BELFIELD, N.D. — About 50 contractors and other staff were on site Thursday, Dec. 8, continuing to clean up after a pipeline spill leaked an unknown amount of oil this week into a tributary of the Little Missouri River, a company representative said.

Wendy Owen, spokeswoman for True Companies, said additional staff are expected to arrive Friday as cleanup efforts and an investigation into what caused the spill into Ash Coulee Creek continue.

Crews had recovered about 100 barrels, or 4,200 gallons, of oil as of Thursday morning with the spill contained about 2½ miles downstream from the pipeline break, said Bill Suess, spill investigation program manager with the North Dakota Department of Health.

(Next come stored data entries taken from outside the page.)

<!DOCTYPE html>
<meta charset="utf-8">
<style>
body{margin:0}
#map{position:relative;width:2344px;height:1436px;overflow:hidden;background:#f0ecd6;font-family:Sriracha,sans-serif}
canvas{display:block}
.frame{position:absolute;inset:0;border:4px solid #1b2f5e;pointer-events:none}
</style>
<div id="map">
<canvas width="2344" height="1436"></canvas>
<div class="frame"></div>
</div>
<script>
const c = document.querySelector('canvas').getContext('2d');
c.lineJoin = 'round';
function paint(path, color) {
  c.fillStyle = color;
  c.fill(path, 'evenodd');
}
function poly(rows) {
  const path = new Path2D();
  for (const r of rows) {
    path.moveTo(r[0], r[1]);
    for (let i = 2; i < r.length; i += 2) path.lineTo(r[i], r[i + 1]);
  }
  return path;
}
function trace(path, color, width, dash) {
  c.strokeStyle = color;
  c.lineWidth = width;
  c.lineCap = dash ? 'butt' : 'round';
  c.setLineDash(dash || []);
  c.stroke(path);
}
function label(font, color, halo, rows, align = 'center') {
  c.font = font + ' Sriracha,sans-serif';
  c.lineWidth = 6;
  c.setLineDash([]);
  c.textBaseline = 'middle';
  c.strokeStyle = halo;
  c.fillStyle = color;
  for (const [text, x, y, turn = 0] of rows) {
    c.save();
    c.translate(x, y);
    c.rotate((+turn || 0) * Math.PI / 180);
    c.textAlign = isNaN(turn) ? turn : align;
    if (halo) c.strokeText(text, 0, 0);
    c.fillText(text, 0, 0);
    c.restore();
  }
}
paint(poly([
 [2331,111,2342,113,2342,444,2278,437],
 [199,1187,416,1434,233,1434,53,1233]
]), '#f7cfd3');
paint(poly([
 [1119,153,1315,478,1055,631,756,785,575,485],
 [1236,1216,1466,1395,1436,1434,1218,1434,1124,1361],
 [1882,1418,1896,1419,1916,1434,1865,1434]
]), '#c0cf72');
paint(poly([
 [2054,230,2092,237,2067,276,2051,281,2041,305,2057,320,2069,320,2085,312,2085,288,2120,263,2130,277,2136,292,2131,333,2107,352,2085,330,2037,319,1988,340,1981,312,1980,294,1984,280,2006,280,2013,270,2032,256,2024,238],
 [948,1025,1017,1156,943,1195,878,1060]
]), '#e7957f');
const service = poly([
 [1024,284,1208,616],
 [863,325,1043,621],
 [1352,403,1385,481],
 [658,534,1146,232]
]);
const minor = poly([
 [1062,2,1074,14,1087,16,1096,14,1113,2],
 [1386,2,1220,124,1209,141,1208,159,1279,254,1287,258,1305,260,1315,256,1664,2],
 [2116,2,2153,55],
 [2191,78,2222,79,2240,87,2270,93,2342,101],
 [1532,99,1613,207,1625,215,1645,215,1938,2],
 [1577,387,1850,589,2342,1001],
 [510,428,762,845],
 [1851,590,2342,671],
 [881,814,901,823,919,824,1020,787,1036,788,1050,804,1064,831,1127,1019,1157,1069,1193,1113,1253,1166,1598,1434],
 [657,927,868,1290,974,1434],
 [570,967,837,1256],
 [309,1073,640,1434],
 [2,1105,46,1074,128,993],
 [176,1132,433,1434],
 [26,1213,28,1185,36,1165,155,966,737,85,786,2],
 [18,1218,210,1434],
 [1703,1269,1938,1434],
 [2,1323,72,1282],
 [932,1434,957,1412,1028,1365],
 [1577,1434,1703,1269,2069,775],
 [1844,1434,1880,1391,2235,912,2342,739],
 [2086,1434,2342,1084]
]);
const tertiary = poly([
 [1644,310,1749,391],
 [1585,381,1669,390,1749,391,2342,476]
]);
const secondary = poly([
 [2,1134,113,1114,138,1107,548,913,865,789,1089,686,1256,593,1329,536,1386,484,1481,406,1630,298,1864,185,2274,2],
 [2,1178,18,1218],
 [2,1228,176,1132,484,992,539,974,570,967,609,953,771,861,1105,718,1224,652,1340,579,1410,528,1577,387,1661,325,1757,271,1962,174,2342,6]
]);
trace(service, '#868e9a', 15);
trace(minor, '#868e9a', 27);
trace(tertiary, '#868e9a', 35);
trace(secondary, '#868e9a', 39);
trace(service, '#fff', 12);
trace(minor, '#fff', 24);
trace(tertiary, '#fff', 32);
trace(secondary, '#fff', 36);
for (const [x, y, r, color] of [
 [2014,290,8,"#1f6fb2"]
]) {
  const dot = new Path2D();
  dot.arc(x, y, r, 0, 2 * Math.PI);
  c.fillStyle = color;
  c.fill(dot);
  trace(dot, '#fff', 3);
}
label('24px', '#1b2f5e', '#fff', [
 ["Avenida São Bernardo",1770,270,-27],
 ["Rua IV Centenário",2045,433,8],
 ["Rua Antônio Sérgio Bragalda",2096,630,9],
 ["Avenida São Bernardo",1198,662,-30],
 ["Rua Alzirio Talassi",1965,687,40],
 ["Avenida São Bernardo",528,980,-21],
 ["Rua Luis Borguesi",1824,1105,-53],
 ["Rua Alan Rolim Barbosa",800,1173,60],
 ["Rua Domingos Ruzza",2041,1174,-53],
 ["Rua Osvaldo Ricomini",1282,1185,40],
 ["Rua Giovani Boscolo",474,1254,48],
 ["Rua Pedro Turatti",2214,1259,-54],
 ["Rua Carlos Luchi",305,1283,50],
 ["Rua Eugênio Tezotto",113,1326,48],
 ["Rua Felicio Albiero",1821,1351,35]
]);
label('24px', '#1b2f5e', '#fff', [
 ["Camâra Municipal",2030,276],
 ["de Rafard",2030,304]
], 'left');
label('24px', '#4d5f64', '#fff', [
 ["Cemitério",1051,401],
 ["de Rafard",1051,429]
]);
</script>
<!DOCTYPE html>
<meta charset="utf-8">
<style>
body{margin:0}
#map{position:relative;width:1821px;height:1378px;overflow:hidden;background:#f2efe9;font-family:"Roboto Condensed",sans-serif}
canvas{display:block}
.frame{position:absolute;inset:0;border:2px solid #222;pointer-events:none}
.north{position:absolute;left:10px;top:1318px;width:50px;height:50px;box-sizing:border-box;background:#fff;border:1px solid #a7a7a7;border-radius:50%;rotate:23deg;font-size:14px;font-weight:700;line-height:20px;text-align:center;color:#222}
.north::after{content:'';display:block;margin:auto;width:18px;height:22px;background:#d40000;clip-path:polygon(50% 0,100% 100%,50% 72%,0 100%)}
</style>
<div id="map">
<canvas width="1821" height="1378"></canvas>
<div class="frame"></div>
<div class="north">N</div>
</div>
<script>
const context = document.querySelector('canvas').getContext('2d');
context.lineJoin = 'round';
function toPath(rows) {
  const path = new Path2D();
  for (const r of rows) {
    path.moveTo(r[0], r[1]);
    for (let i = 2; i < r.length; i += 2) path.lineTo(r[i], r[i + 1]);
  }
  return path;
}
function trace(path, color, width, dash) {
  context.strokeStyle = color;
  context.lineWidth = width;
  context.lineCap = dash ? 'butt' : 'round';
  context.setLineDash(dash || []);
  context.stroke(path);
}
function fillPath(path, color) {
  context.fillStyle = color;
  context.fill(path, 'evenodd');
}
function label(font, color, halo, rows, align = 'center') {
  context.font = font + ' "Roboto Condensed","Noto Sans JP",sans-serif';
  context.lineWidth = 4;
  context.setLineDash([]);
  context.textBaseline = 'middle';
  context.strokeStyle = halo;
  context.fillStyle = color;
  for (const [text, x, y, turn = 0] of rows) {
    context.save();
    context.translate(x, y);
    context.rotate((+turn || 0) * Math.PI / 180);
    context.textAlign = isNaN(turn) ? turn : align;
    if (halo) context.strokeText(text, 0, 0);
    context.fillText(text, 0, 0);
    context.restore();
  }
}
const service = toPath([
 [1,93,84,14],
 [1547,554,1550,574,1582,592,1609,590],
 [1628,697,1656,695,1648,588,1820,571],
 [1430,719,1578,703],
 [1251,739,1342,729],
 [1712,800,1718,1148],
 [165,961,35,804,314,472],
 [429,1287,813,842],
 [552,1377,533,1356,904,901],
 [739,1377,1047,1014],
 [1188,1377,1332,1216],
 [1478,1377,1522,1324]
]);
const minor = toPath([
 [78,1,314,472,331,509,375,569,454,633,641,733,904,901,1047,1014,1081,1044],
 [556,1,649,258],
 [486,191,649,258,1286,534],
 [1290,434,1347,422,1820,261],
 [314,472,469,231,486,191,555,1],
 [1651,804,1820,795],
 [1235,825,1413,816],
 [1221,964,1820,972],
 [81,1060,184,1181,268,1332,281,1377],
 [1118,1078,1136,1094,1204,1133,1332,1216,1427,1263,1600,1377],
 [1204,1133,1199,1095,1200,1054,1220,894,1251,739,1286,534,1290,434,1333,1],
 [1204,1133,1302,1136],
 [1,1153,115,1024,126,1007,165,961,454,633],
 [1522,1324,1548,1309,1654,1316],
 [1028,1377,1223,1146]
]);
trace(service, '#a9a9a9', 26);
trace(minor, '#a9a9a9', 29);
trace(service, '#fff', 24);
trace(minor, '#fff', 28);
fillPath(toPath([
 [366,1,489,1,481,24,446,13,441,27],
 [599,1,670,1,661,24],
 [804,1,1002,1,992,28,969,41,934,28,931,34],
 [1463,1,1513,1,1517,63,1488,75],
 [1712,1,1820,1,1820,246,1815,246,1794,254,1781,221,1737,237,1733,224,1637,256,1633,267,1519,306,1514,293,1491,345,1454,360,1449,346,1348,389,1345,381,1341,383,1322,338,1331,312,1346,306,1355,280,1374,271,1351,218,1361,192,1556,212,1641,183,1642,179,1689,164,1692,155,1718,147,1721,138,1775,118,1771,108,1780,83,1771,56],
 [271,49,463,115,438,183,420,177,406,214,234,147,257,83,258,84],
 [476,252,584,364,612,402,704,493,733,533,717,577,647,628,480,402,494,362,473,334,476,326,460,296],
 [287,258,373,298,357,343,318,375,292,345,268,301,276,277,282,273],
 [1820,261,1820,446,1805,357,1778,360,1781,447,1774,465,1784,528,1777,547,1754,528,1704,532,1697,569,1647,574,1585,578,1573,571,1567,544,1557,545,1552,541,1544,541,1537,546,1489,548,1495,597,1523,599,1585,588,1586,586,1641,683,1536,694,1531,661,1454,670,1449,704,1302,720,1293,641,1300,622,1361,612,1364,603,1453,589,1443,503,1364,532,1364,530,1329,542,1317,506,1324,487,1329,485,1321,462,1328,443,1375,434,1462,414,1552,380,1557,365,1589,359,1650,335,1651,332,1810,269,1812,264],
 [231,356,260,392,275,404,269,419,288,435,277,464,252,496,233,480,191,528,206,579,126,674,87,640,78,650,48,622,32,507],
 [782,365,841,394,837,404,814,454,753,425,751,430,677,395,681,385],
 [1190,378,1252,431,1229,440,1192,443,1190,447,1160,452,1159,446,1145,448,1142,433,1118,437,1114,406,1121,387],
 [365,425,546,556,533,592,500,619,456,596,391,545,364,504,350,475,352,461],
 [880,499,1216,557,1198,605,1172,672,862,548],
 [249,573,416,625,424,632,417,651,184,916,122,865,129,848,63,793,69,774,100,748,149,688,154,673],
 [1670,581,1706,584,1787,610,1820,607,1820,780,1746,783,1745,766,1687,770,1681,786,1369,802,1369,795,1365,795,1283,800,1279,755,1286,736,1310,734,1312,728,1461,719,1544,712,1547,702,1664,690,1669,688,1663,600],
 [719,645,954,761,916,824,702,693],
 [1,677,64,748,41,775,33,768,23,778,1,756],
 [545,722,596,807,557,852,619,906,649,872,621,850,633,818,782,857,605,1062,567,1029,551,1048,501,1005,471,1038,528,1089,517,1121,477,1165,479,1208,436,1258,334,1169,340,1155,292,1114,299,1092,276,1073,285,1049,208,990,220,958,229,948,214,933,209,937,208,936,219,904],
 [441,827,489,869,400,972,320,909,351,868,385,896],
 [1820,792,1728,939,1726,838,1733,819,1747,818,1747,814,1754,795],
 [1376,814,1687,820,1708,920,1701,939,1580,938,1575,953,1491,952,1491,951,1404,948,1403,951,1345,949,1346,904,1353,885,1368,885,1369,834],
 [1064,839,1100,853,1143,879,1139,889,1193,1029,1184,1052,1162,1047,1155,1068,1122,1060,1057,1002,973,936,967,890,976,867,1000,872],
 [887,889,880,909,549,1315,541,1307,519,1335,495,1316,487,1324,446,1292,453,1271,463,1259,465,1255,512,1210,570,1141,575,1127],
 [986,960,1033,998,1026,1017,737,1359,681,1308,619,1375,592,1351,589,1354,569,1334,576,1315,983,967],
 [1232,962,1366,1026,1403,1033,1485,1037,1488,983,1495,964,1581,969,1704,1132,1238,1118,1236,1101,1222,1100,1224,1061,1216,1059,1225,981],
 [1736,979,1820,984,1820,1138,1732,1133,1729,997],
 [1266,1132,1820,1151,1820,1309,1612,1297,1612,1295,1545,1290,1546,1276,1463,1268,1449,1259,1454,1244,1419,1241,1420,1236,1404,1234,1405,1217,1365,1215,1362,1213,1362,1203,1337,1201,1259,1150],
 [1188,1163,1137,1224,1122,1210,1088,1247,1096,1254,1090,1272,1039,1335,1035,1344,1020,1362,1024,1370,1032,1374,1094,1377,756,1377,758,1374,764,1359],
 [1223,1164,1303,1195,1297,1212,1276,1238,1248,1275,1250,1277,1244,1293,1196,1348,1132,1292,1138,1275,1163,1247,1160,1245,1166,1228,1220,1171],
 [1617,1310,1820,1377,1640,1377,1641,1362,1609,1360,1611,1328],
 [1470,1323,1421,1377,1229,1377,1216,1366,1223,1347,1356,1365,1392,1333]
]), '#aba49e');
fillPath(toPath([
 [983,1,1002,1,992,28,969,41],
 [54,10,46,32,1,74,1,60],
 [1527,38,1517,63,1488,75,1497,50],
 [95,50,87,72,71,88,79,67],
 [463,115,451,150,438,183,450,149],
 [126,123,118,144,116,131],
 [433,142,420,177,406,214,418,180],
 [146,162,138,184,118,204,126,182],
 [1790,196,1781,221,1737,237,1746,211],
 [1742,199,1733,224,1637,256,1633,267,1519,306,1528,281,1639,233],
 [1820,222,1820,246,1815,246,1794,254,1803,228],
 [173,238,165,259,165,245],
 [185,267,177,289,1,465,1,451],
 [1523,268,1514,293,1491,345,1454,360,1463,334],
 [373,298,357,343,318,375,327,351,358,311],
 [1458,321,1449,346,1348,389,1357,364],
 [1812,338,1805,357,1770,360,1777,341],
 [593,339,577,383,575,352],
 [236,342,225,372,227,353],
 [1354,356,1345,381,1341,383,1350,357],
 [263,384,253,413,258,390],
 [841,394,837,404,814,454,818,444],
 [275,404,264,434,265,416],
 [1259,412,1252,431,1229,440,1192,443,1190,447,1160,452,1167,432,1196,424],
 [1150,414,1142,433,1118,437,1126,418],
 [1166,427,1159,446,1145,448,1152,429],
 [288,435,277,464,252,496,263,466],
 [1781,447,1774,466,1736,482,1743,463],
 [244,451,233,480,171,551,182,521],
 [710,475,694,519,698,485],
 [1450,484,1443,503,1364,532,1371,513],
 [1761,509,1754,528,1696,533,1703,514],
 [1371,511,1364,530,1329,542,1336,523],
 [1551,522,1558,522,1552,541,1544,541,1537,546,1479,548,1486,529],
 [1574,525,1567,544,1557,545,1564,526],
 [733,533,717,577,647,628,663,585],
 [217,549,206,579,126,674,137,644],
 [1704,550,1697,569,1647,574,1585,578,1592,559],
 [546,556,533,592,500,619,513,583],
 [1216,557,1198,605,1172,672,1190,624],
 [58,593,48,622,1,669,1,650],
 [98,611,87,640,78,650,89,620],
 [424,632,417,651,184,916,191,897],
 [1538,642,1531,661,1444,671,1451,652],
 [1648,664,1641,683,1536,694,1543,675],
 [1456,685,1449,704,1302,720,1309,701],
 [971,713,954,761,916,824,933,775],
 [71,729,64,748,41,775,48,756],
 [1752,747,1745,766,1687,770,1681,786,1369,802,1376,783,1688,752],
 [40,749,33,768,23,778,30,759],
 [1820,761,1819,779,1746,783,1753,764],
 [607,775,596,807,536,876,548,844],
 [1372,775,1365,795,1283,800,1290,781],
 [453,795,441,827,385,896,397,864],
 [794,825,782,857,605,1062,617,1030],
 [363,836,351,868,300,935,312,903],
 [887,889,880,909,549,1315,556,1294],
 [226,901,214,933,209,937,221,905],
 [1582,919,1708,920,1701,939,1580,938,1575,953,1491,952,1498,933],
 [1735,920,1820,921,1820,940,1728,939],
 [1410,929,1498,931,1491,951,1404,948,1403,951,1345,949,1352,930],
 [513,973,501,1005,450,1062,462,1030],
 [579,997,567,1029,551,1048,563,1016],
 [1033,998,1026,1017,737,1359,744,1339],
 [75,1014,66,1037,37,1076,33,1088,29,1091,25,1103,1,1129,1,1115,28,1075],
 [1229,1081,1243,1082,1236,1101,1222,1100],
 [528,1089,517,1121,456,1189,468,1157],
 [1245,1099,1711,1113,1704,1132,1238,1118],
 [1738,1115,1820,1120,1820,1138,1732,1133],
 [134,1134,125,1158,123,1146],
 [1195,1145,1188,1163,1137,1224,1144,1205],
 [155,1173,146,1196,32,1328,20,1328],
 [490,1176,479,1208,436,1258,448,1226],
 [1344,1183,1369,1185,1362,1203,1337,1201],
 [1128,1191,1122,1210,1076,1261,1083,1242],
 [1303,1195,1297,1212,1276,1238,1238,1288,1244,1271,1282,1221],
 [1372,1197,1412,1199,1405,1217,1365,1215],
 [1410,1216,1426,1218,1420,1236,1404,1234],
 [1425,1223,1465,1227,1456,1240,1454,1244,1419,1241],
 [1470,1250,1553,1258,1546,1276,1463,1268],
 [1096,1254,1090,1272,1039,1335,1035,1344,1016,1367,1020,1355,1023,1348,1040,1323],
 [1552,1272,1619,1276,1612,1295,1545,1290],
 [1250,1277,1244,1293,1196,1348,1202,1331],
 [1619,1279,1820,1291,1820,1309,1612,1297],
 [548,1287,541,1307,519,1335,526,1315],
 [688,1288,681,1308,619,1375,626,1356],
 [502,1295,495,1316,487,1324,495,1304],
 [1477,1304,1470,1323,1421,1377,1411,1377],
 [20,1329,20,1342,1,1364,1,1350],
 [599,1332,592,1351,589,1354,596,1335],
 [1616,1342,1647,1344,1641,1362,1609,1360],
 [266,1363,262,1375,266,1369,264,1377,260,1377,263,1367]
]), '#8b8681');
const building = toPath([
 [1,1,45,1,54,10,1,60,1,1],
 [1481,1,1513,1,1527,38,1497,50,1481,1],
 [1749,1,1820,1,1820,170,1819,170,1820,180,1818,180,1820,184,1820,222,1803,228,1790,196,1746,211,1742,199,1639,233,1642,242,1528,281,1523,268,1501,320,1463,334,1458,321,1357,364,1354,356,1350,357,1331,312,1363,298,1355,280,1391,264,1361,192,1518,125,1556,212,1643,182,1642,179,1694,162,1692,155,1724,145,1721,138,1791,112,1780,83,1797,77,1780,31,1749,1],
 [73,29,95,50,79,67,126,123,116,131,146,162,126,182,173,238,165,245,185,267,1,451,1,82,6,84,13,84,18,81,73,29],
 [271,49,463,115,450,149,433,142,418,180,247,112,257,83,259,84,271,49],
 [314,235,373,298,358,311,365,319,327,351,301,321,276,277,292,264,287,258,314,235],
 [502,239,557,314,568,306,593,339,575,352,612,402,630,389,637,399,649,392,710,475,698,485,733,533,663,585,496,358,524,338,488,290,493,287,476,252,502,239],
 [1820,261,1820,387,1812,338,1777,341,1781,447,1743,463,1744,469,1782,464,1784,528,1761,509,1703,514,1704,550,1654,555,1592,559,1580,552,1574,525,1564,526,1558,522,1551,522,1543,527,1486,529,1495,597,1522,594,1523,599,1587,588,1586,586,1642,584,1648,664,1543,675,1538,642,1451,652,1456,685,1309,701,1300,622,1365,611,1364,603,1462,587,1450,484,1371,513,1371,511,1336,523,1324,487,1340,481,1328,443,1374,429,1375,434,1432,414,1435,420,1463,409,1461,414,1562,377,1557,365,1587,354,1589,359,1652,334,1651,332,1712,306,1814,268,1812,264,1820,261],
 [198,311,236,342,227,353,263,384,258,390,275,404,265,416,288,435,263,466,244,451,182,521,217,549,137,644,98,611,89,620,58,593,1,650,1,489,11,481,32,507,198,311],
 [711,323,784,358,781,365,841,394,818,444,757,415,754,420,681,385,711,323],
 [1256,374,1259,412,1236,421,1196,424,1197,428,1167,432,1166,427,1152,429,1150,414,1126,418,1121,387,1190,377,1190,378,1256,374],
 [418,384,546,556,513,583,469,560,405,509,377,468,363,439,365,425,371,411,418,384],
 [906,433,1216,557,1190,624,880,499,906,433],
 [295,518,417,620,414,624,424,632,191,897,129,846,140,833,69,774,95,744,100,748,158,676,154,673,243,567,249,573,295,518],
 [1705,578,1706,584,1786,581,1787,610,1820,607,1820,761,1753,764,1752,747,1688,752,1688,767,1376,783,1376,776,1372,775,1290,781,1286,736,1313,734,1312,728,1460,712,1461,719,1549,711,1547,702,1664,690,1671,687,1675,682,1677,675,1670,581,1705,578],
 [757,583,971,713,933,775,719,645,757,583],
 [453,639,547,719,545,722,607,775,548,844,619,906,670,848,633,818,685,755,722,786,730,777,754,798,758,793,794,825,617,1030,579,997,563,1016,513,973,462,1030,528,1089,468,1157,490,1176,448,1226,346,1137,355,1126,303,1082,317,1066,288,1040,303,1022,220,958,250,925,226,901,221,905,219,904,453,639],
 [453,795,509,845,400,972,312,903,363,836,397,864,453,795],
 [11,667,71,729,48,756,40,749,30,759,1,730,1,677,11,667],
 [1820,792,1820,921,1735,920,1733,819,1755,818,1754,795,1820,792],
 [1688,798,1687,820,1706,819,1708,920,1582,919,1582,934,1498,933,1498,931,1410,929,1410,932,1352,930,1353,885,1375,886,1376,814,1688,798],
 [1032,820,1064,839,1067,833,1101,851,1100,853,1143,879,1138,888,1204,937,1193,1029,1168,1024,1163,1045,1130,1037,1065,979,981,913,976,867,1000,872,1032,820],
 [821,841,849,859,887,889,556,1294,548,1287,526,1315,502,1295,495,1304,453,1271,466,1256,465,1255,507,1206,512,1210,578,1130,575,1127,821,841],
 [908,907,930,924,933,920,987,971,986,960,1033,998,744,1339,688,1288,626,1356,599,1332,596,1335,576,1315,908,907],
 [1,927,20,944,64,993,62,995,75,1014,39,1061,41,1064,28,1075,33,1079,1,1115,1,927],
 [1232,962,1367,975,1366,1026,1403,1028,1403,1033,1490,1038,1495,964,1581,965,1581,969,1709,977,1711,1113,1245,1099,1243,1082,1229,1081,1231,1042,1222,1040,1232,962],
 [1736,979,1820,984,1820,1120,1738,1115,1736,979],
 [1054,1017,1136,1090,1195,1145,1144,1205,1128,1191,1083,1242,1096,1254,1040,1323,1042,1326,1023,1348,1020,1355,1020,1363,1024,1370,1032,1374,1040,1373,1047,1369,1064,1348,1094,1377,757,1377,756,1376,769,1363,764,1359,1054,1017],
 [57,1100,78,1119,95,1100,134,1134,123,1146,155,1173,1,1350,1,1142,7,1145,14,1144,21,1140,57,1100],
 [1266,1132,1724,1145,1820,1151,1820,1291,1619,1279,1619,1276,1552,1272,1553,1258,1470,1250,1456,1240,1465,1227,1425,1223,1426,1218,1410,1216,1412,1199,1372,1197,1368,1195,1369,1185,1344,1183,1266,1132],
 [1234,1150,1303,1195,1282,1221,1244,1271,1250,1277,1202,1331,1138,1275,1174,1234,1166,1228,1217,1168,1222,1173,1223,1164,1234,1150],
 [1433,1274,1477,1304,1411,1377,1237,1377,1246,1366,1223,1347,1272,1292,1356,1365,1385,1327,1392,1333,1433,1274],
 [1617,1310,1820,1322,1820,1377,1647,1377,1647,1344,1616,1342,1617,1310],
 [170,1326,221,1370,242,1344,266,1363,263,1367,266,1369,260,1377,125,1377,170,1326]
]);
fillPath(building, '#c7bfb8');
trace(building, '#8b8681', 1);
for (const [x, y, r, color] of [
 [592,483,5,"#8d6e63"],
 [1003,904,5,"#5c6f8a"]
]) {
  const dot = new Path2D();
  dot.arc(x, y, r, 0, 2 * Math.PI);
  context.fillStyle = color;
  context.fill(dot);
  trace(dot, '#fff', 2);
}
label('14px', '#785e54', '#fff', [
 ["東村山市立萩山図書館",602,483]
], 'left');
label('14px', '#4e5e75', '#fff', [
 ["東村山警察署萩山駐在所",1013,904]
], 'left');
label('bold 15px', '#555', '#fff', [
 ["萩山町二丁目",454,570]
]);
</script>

An estimate of the total volume spilled is still undetermined, with winter weather making response efforts challenging, Owen said.

The hillside where the pipeline is buried is sloughing, a factor that is part of the investigation into what may have caused the pipeline break, Suess said.

Crews need to do a geotechnical evaluation of the hillside to determine the safety before further investigation of the hillside, Suess said.

Officials from the state health department, the Environmental Protection Agency, the federal Pipeline and Hazardous Materials Safety Administration and the state Oil and Gas Division have been on scene investigating. The spill was discovered Monday morning by a landowner about 16 miles northwest of Belfield.

Cold temperatures were freezing the creek, which is beneficial because it prevents the oil from migrating, but also challenging because crews need the creek open to skim oil off the water, Suess said.

The 6-inch crude oil pipeline owned by Belle Fourche Pipeline, part of True Companies of Wyoming, went into service in the 1980s and was acquired by the company in the 1990s, Owen said. The segment of pipeline was shut down after the incident.

Suess noted that True Companies, which also owns Bridger Pipeline that spilled 30,000 gallons of oil into the Yellowstone River in January 2015, has experience cleaning up spills from frozen waterways.

The Laborers District Council of Minnesota and North Dakota earlier this week urged state regulators to force the company to "clean up its act," citing True's 2015 spill as well as other environmental incidents.

Because the spill affected a waterway, the health department anticipates the company will face a fine for the incident, but the initial focus is getting the spill cleaned up, Suess said.

"There will definitely be an enforcement action," Suess said. "As to how much, that's going to take time."

The pipeline is a gathering line, which also brings it under the jurisdiction of the North Dakota Industrial Commission Oil and Gas Division, said spokeswoman Alison Ritter.